Just my luck. When I was head honcho, and I got myself in a little jam, it seemed like everyone in the country wanted not only to impeach me, but to cut off my <expletive deleted> and hang them from the Capitol Rotunda.

And all because of a third-rate burglary.

But there's a whole new breed of American out there today. According to a new poll, fifty percent of Americans would want Congress to consider impeaching President Bush if he lied about his reasons for invading Iraq.

Fifty percent? Would just consider impeachment?

Let me speak just briefly to the other fifty percent out there. Where were you <expletive deleted> zombies thirty years ago when I needed you?

God damn. What does a president have to do to get himself impeached these days?

Compared to deliberately starting a war under false pretenses, a little harmless obstruction of justice doesn't seem like such a big deal. So why was I the one making pathetic V-for-Victory signs as I was about to be shuttled out of town in disgrace?

Who knows. If we had distractions like Desperate Housewives and Internet porn back in my day, I might have been able to hang on for three or four more terms before anyone even noticed.

October 10, 2005

Mission Accomplished — No, Really

So I'm skimming through this article that a friend emailed me and it was the same old Bush bashing on Iraq and I really don't buy into that stuff but then something caught my eye:

    [W]e were so shocked by the banner "Mission Accomplished" and so amused by the awkwardly costumed president-as-pilot — Falstaff would have been jealous of Bush's codpiece — that we did not see the truth of the statement hung out before our eyes.

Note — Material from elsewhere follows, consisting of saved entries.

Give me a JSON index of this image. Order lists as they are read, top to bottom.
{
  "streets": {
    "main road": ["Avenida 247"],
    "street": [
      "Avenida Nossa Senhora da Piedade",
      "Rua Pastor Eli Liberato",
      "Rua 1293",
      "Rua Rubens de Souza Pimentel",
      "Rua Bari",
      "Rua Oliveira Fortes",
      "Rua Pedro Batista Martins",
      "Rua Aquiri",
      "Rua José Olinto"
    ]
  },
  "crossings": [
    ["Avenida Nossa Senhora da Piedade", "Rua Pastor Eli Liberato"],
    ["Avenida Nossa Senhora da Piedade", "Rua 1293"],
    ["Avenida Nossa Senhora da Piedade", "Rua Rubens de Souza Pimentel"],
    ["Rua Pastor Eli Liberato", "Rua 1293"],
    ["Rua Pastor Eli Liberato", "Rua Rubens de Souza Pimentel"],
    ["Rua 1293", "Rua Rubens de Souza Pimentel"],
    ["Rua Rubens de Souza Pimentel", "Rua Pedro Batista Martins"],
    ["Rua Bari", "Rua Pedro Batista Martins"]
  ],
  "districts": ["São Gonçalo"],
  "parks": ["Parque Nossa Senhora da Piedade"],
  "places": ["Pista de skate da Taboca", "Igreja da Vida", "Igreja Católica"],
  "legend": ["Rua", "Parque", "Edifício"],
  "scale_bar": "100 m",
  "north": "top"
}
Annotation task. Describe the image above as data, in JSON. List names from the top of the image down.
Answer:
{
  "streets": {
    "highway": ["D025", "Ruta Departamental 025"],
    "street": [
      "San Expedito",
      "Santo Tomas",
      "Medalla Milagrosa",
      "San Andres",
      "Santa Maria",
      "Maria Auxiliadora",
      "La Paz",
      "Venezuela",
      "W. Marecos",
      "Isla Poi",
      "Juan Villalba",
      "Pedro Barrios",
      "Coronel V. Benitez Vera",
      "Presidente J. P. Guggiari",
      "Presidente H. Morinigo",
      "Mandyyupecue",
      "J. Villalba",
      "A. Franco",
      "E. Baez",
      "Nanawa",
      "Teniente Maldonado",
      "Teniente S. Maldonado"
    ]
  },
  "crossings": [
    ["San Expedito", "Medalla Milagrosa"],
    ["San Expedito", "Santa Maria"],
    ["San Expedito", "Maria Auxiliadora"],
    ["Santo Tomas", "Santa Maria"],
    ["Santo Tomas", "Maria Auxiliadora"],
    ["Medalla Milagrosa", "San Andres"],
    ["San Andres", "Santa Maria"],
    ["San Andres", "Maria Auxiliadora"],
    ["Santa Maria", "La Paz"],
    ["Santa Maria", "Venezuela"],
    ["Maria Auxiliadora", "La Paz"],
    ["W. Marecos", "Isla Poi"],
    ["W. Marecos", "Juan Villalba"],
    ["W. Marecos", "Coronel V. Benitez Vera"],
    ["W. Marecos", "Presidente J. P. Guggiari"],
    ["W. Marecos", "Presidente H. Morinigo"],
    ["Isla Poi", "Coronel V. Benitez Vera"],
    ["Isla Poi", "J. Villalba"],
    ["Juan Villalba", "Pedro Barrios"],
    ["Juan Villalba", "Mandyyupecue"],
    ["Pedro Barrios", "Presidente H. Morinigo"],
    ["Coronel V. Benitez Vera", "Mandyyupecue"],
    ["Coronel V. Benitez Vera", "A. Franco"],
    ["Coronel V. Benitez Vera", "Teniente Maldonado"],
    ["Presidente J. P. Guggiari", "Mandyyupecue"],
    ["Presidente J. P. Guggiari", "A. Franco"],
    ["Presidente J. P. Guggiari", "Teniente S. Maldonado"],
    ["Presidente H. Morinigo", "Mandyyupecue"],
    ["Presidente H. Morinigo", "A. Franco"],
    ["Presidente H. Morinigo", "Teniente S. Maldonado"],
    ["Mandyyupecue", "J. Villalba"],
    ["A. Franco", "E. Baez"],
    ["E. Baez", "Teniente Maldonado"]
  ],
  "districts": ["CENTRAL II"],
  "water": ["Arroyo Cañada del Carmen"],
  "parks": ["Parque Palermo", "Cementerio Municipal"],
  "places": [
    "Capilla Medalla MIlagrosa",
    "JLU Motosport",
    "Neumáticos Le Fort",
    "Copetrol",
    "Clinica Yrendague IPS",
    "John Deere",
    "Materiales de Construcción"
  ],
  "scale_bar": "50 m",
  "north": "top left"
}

    For once the Bush administration did not lie.

    The mission was never about saving America from destruction by Saddam's weapons of mass destruction, was never about bringing democracy to the Middle East, was never about winning "the war against terrorists" — it was about oil and empire.

Do you believe this guy who by the way fought for his country in Korea but today is just giving comfort to the terrorists with talk like this:

    The Iraqi mission was accomplished in two months. Bush's "noble cause" was to secure oil fields and 14 strategic sites for permanent bases.

That's not what this war's about. And then he says we "tricked" Saddam into invading Kuwait back when Bush's dad was president — that's that old April Glaspie fairytale. America would never do a thing like that. No way.

And then the bashing goes into high gear:

    Even if we had had an idiot in the White House, he would have known that after 13 years of photo surveys and bombing of every inch of Iraq, no WMDs could possibly have survived as a threat to our country and our "freedom."

Hindsight's 20-20 mister. But what really makes me crazy is hearing about the sanctions that we got the UN to impose on Iraq between the two wars and how they supposedly caused the deaths of hundreds of thousands of Iraqi children.

We're America for God's sakes. We're not child killers. And I don't know what Madeline Albright was thinking when Leslie Stahl asked her on 60 Minutes about the half a million Iraqi kids who supposedly died as a result of our sanctions and Albright said:

    I think this is a very hard choice, but the price--we think the price is worth it.

I don't know why she didn't deny an obvious lie like that — it can't be true, right? No way we'd allow all those kids to die, for any reason. No way.

Oh well gotta run . . .

October 09, 2005

Shameless

Compared to Americans, Narcissus was a rather modest young man.

As Americans gaze admiringly into our reflecting pool, we simply refuse to believe that every last man, woman, and child on the planet doesn't want to be exactly like us.

Even an eleven-year-old child named Elian Gonzalez.

The arrogance that America has become famous for is all too apparent in Jeff Jacoby's column about Elian in today's Boston Globe. Jacoby seems both stunned and stung by the fact that Elian appeared genuinely happy during a recent interview with Bob Simon of CBS' 60 Minutes. After all, the bewildered Jacoby asks between the lines, what normal eleven-year-old wouldn't rather live in the United States with strangers than live in Cuba with his father?

Jacoby flatly refuses to believe his lying eyes were looking at a clearly happy Elian, preferring instead to believe that the boy "has been brainwashed by a totalitarian police state."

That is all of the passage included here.